We have twenty cron jobs actively running at an interval of 5 to 9 mins each. We notice that these cron jobs fail at random intervals of a day. Sometimes it does not happen but sometimes it happens frequently. What is the best way to troubleshoot at which point of the workflow we receive the error?
Workflow setup is simple → Cron configured for every 5 minutes → postgreSQL node runs one delete Query and one insert query.
It does not throw any specific error message for now, it simply mentions that workflow has failed. Any pointers to understand how to configure the failure for the workflow will also help us.
Please share the workflow
Information on your n8n setup
- n8n version:0.214.0
- Database you’re using (default:PostgreSQL):
- Running n8n with the execution process [own(default)]:
- Running n8n via [npm]:
Do you already have execution logging enabled for your workflows? It might be worth checking the console output of n8n as well as it may show something there but I would probably start with an upgrade to see if that helps and maybe swapping from every X to Cron to see if that helps.
@Jon - appreciate the response, I will change the every X to Cron and see if this is getting mitigated.
The console log error often times say that it cannot connect to the DB, connection error. Is there an expected issue in the connectivity of running N8N in the docker? vs. Running N8N as NPM?
It shouldn’t matter if you are using npm or docker, What is the full connection error?

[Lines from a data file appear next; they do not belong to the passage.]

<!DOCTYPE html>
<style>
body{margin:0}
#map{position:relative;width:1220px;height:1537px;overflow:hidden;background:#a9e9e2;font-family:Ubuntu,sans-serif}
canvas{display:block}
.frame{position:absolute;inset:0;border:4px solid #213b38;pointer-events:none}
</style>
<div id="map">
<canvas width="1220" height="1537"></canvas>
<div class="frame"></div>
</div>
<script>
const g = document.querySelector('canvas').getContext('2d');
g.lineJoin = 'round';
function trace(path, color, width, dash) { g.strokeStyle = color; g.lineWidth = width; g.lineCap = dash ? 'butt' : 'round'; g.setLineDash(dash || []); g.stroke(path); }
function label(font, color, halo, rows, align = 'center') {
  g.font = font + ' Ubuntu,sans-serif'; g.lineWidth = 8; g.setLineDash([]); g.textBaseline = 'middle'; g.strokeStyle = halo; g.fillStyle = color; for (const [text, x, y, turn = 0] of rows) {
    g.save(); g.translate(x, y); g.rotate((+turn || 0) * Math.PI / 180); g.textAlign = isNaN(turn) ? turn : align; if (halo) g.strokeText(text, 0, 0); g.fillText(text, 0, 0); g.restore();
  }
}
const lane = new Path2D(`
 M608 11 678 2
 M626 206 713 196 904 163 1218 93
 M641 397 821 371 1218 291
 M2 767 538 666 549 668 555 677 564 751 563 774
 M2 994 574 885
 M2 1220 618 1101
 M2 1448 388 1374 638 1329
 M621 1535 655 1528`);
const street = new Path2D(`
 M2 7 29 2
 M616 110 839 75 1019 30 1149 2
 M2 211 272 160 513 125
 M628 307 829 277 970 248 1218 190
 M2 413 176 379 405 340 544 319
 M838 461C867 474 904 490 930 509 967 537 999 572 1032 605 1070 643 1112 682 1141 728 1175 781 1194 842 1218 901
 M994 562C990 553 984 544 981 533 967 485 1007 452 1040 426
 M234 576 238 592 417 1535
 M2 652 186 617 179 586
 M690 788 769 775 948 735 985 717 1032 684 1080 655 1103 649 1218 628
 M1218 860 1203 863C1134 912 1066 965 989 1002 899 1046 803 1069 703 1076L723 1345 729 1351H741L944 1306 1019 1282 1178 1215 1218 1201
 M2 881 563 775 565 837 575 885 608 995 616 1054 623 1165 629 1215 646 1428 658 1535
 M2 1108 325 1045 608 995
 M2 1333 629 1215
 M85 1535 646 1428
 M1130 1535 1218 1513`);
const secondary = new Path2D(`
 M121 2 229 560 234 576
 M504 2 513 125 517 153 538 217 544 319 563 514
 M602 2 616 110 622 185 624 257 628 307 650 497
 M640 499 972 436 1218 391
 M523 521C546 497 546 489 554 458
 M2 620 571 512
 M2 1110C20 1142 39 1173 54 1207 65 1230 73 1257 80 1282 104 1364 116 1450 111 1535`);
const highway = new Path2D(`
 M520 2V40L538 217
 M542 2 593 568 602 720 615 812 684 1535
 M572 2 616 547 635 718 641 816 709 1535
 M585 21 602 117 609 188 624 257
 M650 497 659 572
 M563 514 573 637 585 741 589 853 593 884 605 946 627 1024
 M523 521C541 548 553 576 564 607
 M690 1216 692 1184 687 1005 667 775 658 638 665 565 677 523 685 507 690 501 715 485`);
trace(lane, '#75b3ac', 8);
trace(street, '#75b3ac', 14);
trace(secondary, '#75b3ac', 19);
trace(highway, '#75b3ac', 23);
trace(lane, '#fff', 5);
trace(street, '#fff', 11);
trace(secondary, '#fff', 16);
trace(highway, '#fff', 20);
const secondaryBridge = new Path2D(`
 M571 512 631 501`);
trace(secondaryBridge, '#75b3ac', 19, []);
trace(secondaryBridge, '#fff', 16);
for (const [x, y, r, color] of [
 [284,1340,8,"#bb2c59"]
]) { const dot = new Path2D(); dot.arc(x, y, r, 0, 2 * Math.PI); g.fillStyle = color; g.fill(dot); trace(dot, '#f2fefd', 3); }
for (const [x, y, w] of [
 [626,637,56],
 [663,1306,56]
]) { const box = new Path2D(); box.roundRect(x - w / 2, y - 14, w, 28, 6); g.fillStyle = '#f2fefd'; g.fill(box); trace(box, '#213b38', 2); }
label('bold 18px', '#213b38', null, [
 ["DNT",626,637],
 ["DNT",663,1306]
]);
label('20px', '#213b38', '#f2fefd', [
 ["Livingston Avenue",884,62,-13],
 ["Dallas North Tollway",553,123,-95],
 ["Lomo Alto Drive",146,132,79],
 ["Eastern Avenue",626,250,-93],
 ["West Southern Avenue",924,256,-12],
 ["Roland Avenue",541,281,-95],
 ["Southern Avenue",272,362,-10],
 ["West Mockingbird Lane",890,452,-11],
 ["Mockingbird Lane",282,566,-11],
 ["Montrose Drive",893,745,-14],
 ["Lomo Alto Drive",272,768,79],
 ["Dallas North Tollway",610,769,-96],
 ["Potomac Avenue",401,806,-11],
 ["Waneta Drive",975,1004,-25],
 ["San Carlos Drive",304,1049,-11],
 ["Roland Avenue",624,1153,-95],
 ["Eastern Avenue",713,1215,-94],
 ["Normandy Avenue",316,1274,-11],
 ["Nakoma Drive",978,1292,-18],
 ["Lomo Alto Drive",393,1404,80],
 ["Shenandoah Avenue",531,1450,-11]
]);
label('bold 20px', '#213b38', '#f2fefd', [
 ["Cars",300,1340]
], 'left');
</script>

After more investigation, we got from the logs this error
2023-04-20T15:26:01+01:00 ENOENT: no such file or directory, stat '/home/node/.n8n/binaryData/meta/binarymeta_1309983_1682000743463'
Thanks for sharing the log details @Leandro_Hoffmann.
I tried changing the expression from using every x to corn job expression as you suggested @Jon but it did not work. So any suggestions is much appreciated.
Hey @vibinchander and @Leandro_Hoffmann,
That error looks unrelated to the postgres node, Is there more to the workflow that has not been shared? I would expect that error to appear if you were maybe working with files.
Here is the workflow for reference.
We have ~20 of this workflow, each one runs every 5 min and just trigger the postgres node that queries DB. There is no file access.
@Leandro_Hoffmann I wouldn’t expect that workflow to cause that error, During your investigation what led to you finding that line and linking it to that workflow? I can’t see anything in the flow that would cause that.
When the workflow fails what does the workflow execution log say? If it is failing there should be something for that in the UI.
When we manually run, it works, when we leave for the cron to run, sometimes it works, some times we got the error I sent earlier.
We saw this morning that if we try to click retry one execution that failed. we got this error on logs:
The first is the cron error when worflow fails, the other 2 are us trying to reprocess the failed execution. If then we go to the workflow and manually trigger, it works.
So when it fails to run from the cron what does the execution log say in the n8n ui? It sounds like there is possibly 2 different issues here. Once we know what the first issue is we can then look into the second one so that things don’t get mixed up.
For part of the file error though is n8n configured to run in queue mode?
Its not on queue mode. We have only one instance of n8n doing all. It never reaches cpu or memory limits. We cannot see any error log from the executiion failed.
Here is a print screen of the execution for one that failed
That is the retry can you try one of the others to see if that shows a different message?
All of them shows no error message or logs. They are all the cron trigger that failed, if you check times, it runs every 5 min, but some worked
That is most unusual, I would have expected anything to be running for more than a second to have more output.
Can you share the environment options that are currently set?
Here are the options we currently use:
N8N Version: 0.222.3
GENERIC_TIMEZONE : *******
N8N_BASIC_AUTH_ACTIVE : true
N8N_BASIC_AUTH_PASSWORD : ********
N8N_BASIC_AUTH_USER : ******
N8N_DEFAULT_BINARY_DATA_MODE : filesystem
N8N_PAYLOAD_SIZE_MAX : 32
WEBHOOK_URL : *********
If you change the default binary data mode to
default does that change anything?
Changed now, will let you know if it happens again, also updated n8n to latest
Issue still happening unfortunately.
Now on the latest version we are seeing some extra logs:
Jobs are failing with no logs, but now, if I retry a failed job, it works. It does not show the error:
Cannot read properties of undefined (reading 'nodeExecutionStack')
This is good progress, Can you enable debug logging: Logging - n8n Documentation that should show a bit more information.
I wouldn’t expect to see slow queries on a postgres database so I guess just to confirm… in the issue template the database field was left with just Postgres in it. Are you using Postgres for n8n as well or just the default sqlite database? If it is sqlite that could explain the issue as it gets slower as it gets bigger and I noticed there were no data pruning options in the env vars you sent over.